***** Material shown *****

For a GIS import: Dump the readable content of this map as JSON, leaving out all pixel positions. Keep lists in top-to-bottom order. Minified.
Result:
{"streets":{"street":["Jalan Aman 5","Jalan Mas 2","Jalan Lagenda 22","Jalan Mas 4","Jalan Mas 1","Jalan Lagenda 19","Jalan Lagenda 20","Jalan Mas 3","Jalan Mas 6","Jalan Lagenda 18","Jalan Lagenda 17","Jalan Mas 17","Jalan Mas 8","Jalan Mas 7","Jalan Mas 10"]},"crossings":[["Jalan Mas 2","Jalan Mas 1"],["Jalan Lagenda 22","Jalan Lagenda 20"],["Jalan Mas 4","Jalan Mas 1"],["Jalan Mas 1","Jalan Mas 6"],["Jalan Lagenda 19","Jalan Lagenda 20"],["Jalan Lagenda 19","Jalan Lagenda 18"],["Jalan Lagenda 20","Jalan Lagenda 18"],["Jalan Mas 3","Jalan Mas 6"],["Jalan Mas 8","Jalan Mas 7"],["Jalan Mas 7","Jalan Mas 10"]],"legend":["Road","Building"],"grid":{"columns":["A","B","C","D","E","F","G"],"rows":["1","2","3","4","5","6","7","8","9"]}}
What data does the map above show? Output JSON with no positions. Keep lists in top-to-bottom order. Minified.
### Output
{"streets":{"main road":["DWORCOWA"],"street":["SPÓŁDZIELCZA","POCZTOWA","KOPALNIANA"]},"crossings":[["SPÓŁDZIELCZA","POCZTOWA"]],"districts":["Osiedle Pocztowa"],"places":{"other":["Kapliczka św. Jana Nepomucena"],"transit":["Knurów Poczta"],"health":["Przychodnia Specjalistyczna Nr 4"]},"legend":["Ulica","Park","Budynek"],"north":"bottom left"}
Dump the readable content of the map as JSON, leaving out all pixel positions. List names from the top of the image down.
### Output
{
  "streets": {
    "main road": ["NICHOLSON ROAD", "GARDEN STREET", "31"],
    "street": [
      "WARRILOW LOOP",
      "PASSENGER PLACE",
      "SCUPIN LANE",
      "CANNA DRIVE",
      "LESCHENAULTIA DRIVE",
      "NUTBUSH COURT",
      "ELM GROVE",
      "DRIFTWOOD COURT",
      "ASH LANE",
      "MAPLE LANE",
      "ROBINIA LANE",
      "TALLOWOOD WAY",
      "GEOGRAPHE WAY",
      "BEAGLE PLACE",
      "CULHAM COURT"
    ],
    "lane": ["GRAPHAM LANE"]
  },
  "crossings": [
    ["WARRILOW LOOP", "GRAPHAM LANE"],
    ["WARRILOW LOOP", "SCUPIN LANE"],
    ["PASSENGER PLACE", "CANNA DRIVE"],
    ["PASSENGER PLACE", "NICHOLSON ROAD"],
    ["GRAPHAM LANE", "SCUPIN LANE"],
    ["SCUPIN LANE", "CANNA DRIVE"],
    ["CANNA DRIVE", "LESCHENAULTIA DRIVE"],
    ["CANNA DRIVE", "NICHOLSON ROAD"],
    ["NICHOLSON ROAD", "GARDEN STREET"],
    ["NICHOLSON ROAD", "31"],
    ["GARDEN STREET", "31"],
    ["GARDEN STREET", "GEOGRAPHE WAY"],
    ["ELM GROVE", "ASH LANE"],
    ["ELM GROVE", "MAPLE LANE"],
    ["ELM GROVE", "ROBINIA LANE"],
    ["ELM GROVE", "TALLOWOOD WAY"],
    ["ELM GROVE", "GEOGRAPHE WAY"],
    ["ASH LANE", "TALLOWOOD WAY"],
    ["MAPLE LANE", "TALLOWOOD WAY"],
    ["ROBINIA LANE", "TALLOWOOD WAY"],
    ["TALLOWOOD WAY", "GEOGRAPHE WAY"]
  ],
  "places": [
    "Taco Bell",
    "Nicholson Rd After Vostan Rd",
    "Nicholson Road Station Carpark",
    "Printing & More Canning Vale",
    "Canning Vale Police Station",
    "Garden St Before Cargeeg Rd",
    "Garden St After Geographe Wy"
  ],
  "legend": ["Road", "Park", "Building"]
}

*****

■ Try it:
An exact transcription of the data above is required.

■ Expected answer:
For a GIS import: Dump the readable content of this map as JSON, leaving out all pixel positions. Keep lists in top-to-bottom order. Minified.
Result:
{"streets":{"street":["Jalan Aman 5","Jalan Mas 2","Jalan Lagenda 22","Jalan Mas 4","Jalan Mas 1","Jalan Lagenda 19","Jalan Lagenda 20","Jalan Mas 3","Jalan Mas 6","Jalan Lagenda 18","Jalan Lagenda 17","Jalan Mas 17","Jalan Mas 8","Jalan Mas 7","Jalan Mas 10"]},"crossings":[["Jalan Mas 2","Jalan Mas 1"],["Jalan Lagenda 22","Jalan Lagenda 20"],["Jalan Mas 4","Jalan Mas 1"],["Jalan Mas 1","Jalan Mas 6"],["Jalan Lagenda 19","Jalan Lagenda 20"],["Jalan Lagenda 19","Jalan Lagenda 18"],["Jalan Lagenda 20","Jalan Lagenda 18"],["Jalan Mas 3","Jalan Mas 6"],["Jalan Mas 8","Jalan Mas 7"],["Jalan Mas 7","Jalan Mas 10"]],"legend":["Road","Building"],"grid":{"columns":["A","B","C","D","E","F","G"],"rows":["1","2","3","4","5","6","7","8","9"]}}
What data does the map above show? Output JSON with no positions. Keep lists in top-to-bottom order. Minified.
### Output
{"streets":{"main road":["DWORCOWA"],"street":["SPÓŁDZIELCZA","POCZTOWA","KOPALNIANA"]},"crossings":[["SPÓŁDZIELCZA","POCZTOWA"]],"districts":["Osiedle Pocztowa"],"places":{"other":["Kapliczka św. Jana Nepomucena"],"transit":["Knurów Poczta"],"health":["Przychodnia Specjalistyczna Nr 4"]},"legend":["Ulica","Park","Budynek"],"north":"bottom left"}
Dump the readable content of the map as JSON, leaving out all pixel positions. List names from the top of the image down.
### Output
{
  "streets": {
    "main road": ["NICHOLSON ROAD", "GARDEN STREET", "31"],
    "street": [
      "WARRILOW LOOP",
      "PASSENGER PLACE",
      "SCUPIN LANE",
      "CANNA DRIVE",
      "LESCHENAULTIA DRIVE",
      "NUTBUSH COURT",
      "ELM GROVE",
      "DRIFTWOOD COURT",
      "ASH LANE",
      "MAPLE LANE",
      "ROBINIA LANE",
      "TALLOWOOD WAY",
      "GEOGRAPHE WAY",
      "BEAGLE PLACE",
      "CULHAM COURT"
    ],
    "lane": ["GRAPHAM LANE"]
  },
  "crossings": [
    ["WARRILOW LOOP", "GRAPHAM LANE"],
    ["WARRILOW LOOP", "SCUPIN LANE"],
    ["PASSENGER PLACE", "CANNA DRIVE"],
    ["PASSENGER PLACE", "NICHOLSON ROAD"],
    ["GRAPHAM LANE", "SCUPIN LANE"],
    ["SCUPIN LANE", "CANNA DRIVE"],
    ["CANNA DRIVE", "LESCHENAULTIA DRIVE"],
    ["CANNA DRIVE", "NICHOLSON ROAD"],
    ["NICHOLSON ROAD", "GARDEN STREET"],
    ["NICHOLSON ROAD", "31"],
    ["GARDEN STREET", "31"],
    ["GARDEN STREET", "GEOGRAPHE WAY"],
    ["ELM GROVE", "ASH LANE"],
    ["ELM GROVE", "MAPLE LANE"],
    ["ELM GROVE", "ROBINIA LANE"],
    ["ELM GROVE", "TALLOWOOD WAY"],
    ["ELM GROVE", "GEOGRAPHE WAY"],
    ["ASH LANE", "TALLOWOOD WAY"],
    ["MAPLE LANE", "TALLOWOOD WAY"],
    ["ROBINIA LANE", "TALLOWOOD WAY"],
    ["TALLOWOOD WAY", "GEOGRAPHE WAY"]
  ],
  "places": [
    "Taco Bell",
    "Nicholson Rd After Vostan Rd",
    "Nicholson Road Station Carpark",
    "Printing & More Canning Vale",
    "Canning Vale Police Station",
    "Garden St Before Cargeeg Rd",
    "Garden St After Geographe Wy"
  ],
  "legend": ["Road", "Park", "Building"]
}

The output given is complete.